Tile Calculator

Find how many tiles you need to cover a room, including extra for cuts and waste.

Result

Tiles needed
132
Tiles before waste
120
Area per tile
1sq ft

Buy a few extra tiles from the same batch for future repairs.

Export:
Tiles to cover the floor vs. waste allowance
  • Cover the floor12090.9%
  • Waste allowance129.1%

How the tile count is calculated

The first step is finding the area of a single tile. Tile sizes are given in inches, so the calculator multiplies the tile width by its height and divides by 144 to express that area in square feet, the same unit as the room.

Dividing the room area by the area of one tile gives the bare number of tiles that would cover the floor with no offcuts. A waste percentage is then added on top to account for the tiles that get cut at edges and corners, and the figure is rounded up to whole tiles.

How much waste to allow

The waste allowance is the difference between a tidy estimate and running out halfway through a job. How much you need depends mainly on the layout and the room shape.

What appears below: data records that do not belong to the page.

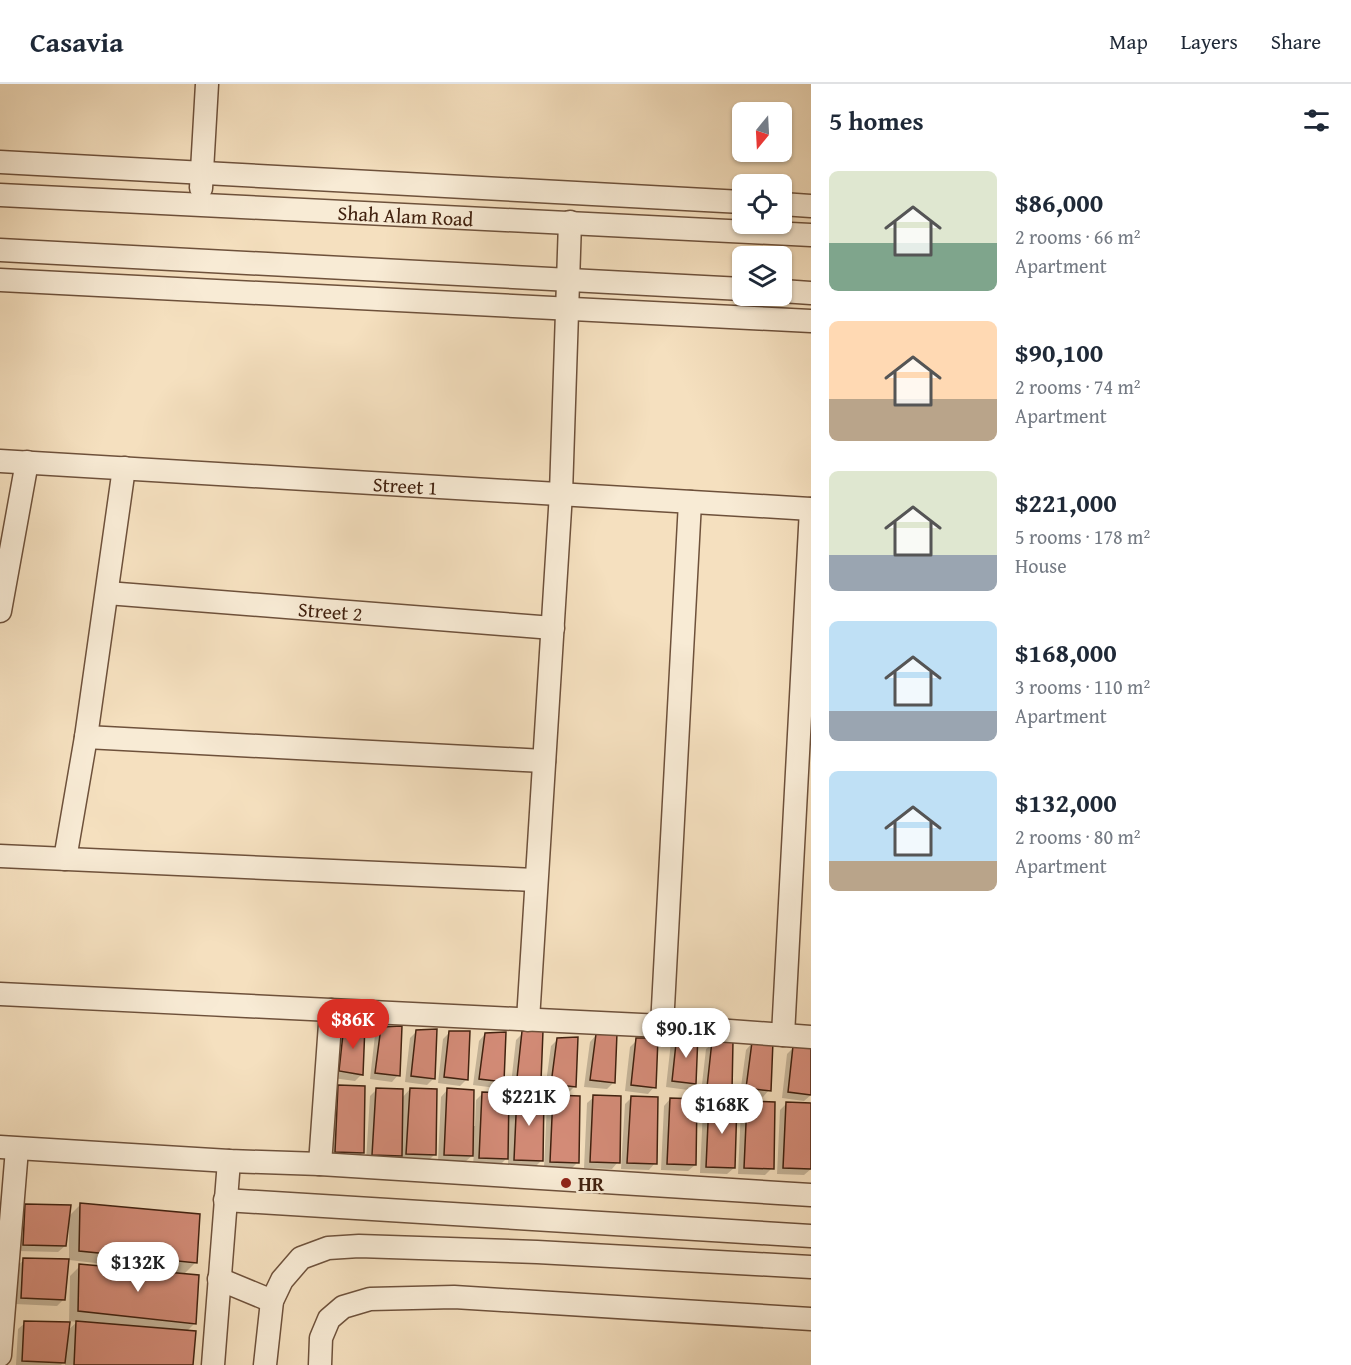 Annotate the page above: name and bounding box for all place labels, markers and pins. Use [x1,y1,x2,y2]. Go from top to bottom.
pin: $86K [317,999,389,1050]
pin: $90.1K [637,1008,735,1059]
pin: $221K [487,1076,571,1127]
pin: $168K [680,1084,764,1135]
place label: HR [578,1169,605,1198]
marker: HR [559,1176,573,1190]
pin: $132K [96,1242,180,1293] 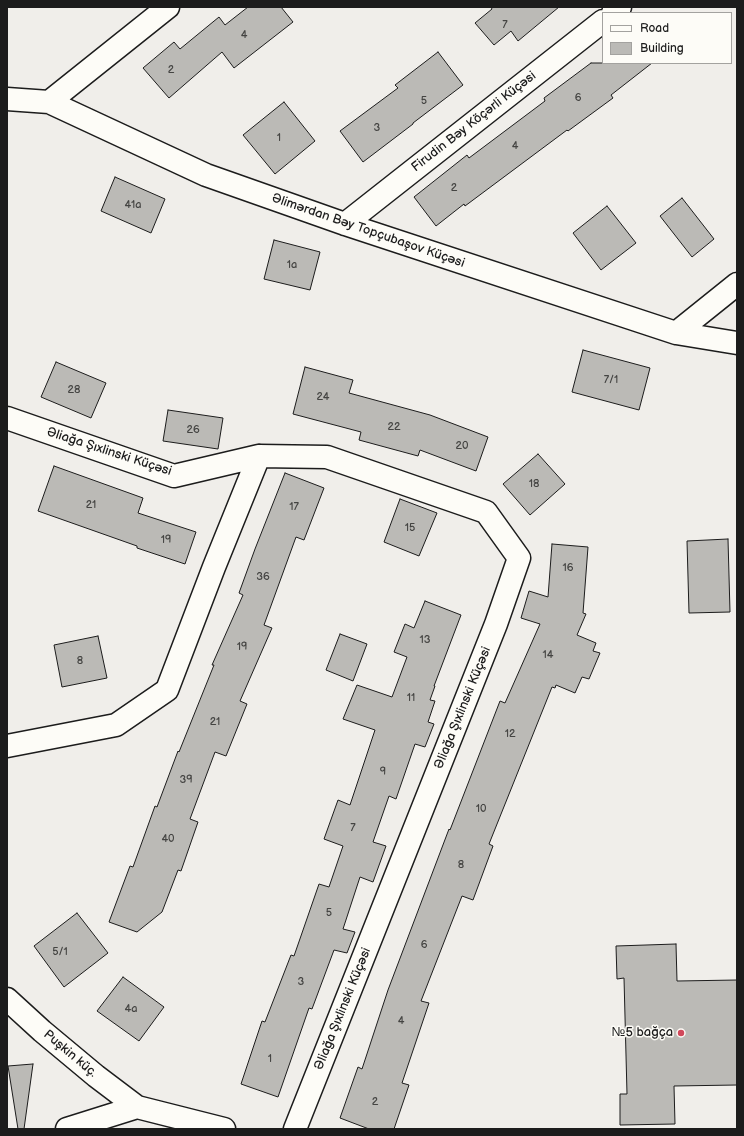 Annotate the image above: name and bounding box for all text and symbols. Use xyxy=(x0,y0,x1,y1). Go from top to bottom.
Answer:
legend xyxy=(602,12,732,64)
house number: 7 xyxy=(502,18,508,32)
text: Road xyxy=(640,21,669,36)
house number: 4 xyxy=(241,28,247,42)
text: Building xyxy=(640,41,684,56)
house number: 2 xyxy=(168,63,174,77)
street label: Firudin Bəy Köçərli Küçəsi xyxy=(409,69,539,175)
house number: 6 xyxy=(575,91,581,105)
house number: 5 xyxy=(421,94,427,108)
house number: 3 xyxy=(374,121,380,135)
house number: 1 xyxy=(277,131,281,145)
house number: 4 xyxy=(512,139,518,153)
house number: 2 xyxy=(451,181,457,195)
street label: Əlimərdan Bəy Topçubaşov Küçəsi xyxy=(269,191,467,271)
house number: 41a xyxy=(124,198,142,212)
house number: 1a xyxy=(287,258,297,272)
house number: 7/1 xyxy=(604,373,618,387)
house number: 28 xyxy=(68,383,80,397)
house number: 24 xyxy=(316,390,330,404)
house number: 22 xyxy=(388,420,400,434)
house number: 26 xyxy=(186,423,200,437)
street label: Əliağa Şıxlinski Küçəsi xyxy=(45,424,173,480)
house number: 20 xyxy=(456,439,468,453)
house number: 18 xyxy=(529,477,539,491)
house number: 21 xyxy=(86,498,96,512)
house number: 17 xyxy=(289,500,299,514)
house number: 15 xyxy=(405,521,415,535)
house number: 19 xyxy=(161,533,171,547)
house number: 16 xyxy=(563,561,573,575)
house number: 36 xyxy=(256,570,270,584)
house number: 13 xyxy=(419,633,431,647)
house number: 19 xyxy=(237,640,247,654)
street label: Əliağa Şıxlinski Küçəsi xyxy=(431,645,495,771)
house number: 14 xyxy=(543,648,553,662)
house number: 8 xyxy=(77,654,83,668)
house number: 11 xyxy=(407,691,415,705)
house number: 21 xyxy=(210,715,220,729)
house number: 12 xyxy=(505,727,515,741)
house number: 9 xyxy=(380,765,386,779)
house number: 39 xyxy=(179,773,193,787)
house number: 10 xyxy=(476,802,486,816)
house number: 7 xyxy=(350,821,356,835)
house number: 40 xyxy=(161,832,175,846)
house number: 8 xyxy=(458,858,464,872)
house number: 5 xyxy=(326,906,332,920)
house number: 6 xyxy=(421,938,427,952)
house number: 5/1 xyxy=(52,945,68,959)
street label: Əliağa Şıxlinski Küçəsi xyxy=(311,946,375,1072)
house number: 3 xyxy=(298,975,304,989)
house number: 4a xyxy=(125,1002,137,1016)
house number: 4 xyxy=(398,1014,404,1028)
place label: №5 bağça xyxy=(612,1025,673,1041)
street label: Puşkin küç. xyxy=(40,1027,100,1081)
marker: №5 bağça xyxy=(676,1028,686,1038)
house number: 1 xyxy=(268,1052,272,1066)
house number: 2 xyxy=(372,1095,378,1109) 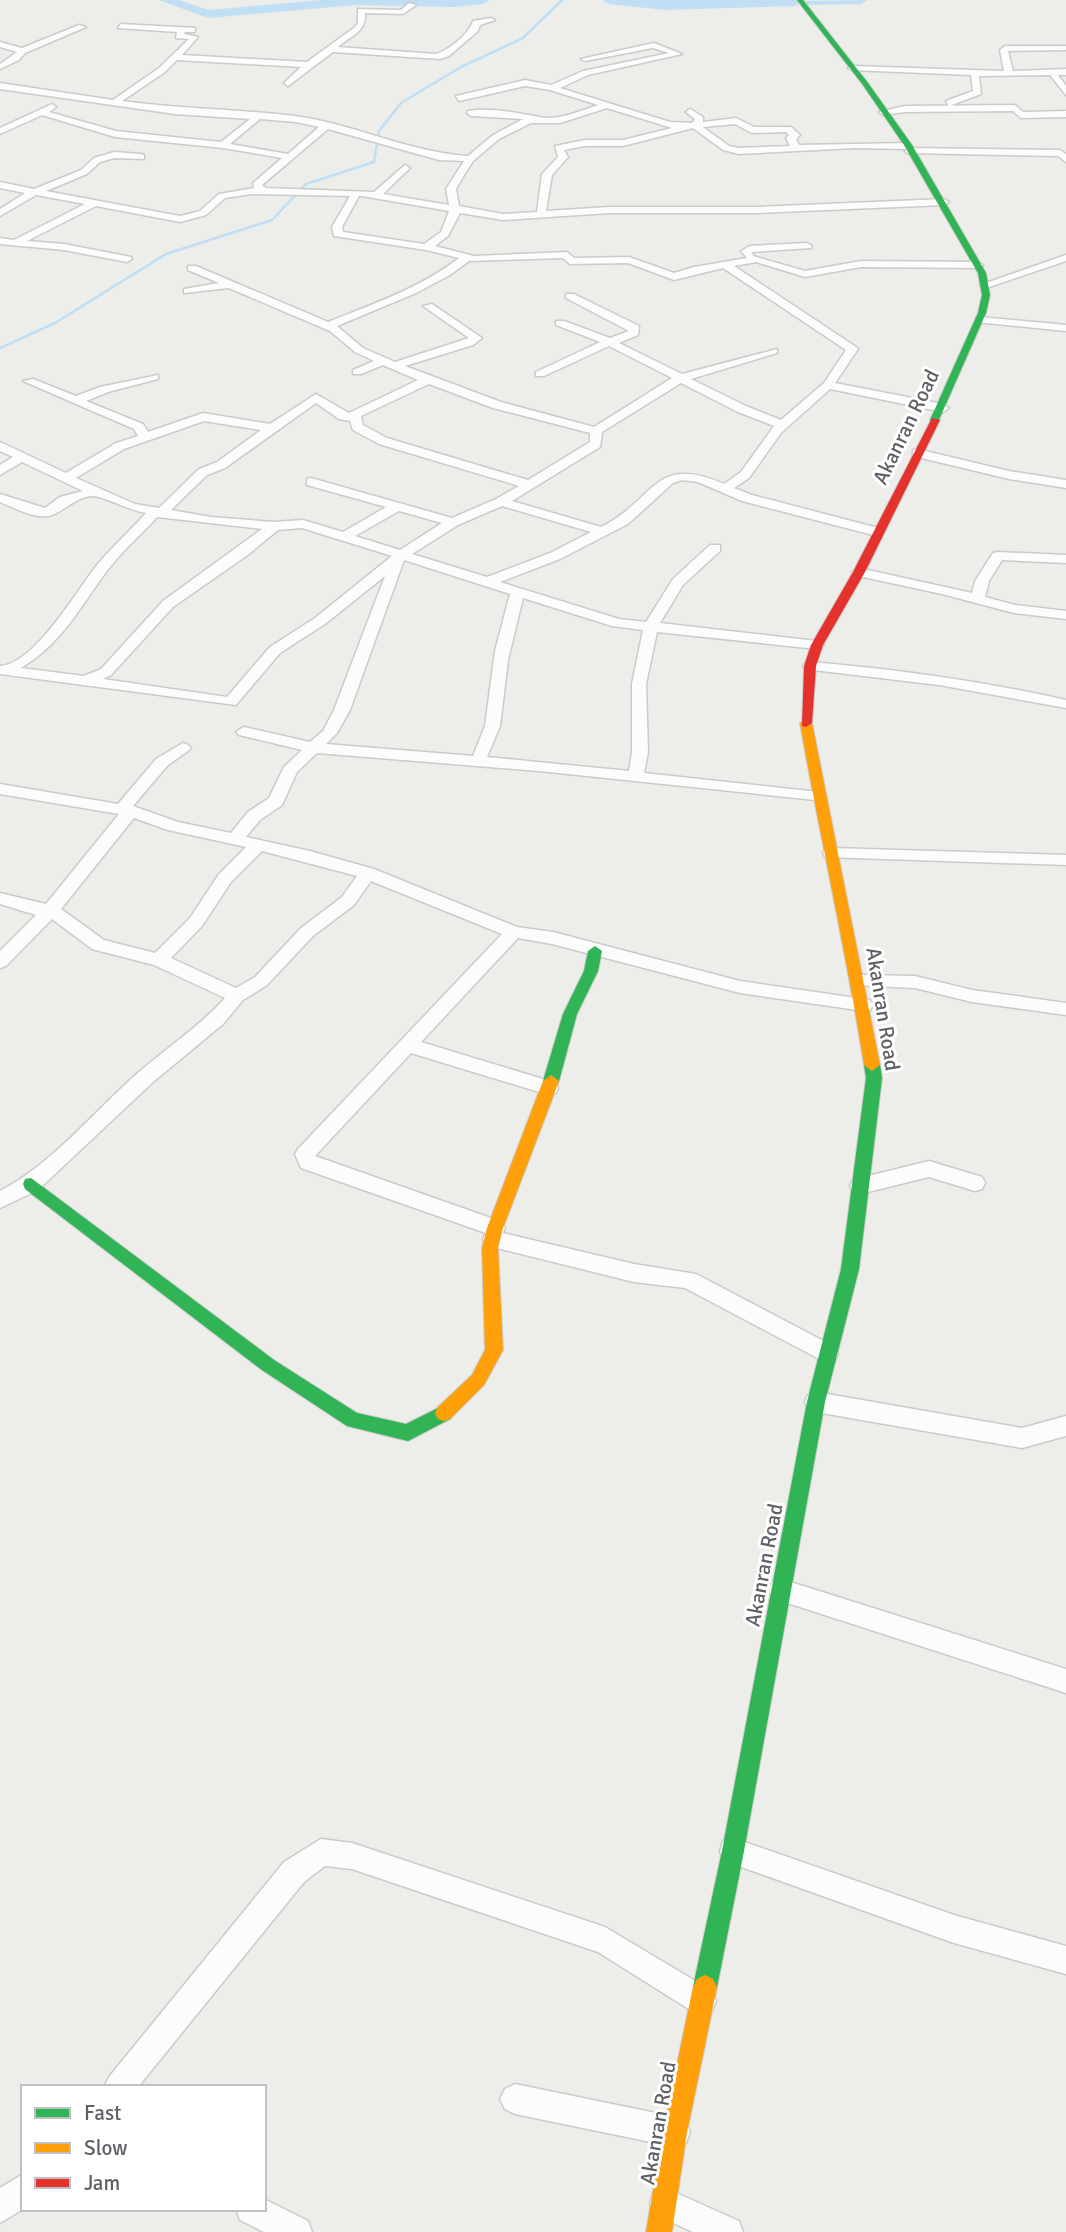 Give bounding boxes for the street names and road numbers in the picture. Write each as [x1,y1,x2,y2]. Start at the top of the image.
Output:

  • Straight, grid layouts in a simple rectangular room: around 10 percent.
  • Diagonal or herringbone patterns: 15 to 20 percent, because angled cuts waste more.
  • Rooms with many alcoves, pipes, or fixtures: lean toward the higher end.
  • Large-format tiles: allow extra, since a single broken or mis-cut tile costs more area.

Buy from one batch

Tiles are manufactured in batches called dye lots, and color and size can vary subtly from one lot to the next. Buying all your tiles at once, from the same lot, avoids a visible mismatch that often only shows up under the right light once the floor is laid.

It is also worth keeping a handful of spare tiles after the job. If a tile cracks years later, a matching replacement from the original lot is far better than the closest thing the store still stocks.

What this estimate leaves out

This calculator counts tiles only. It does not size adhesive, grout, spacers, backer board, or trim pieces, and it assumes a single rectangular area. For complex rooms, calculate each section separately and add the totals. Always confirm the tile's coverage and your layout before ordering, and treat the result as a quantity to buy at minimum.

Formula

tileArea(ft²) = (width(in) × height(in)) / 144; tiles = ceil(roomArea / tileArea × (1 + waste/100))

Frequently asked questions

How much waste should I allow?
Allow about 10% for straightforward layouts and 15–20% for diagonal patterns or rooms with many cuts.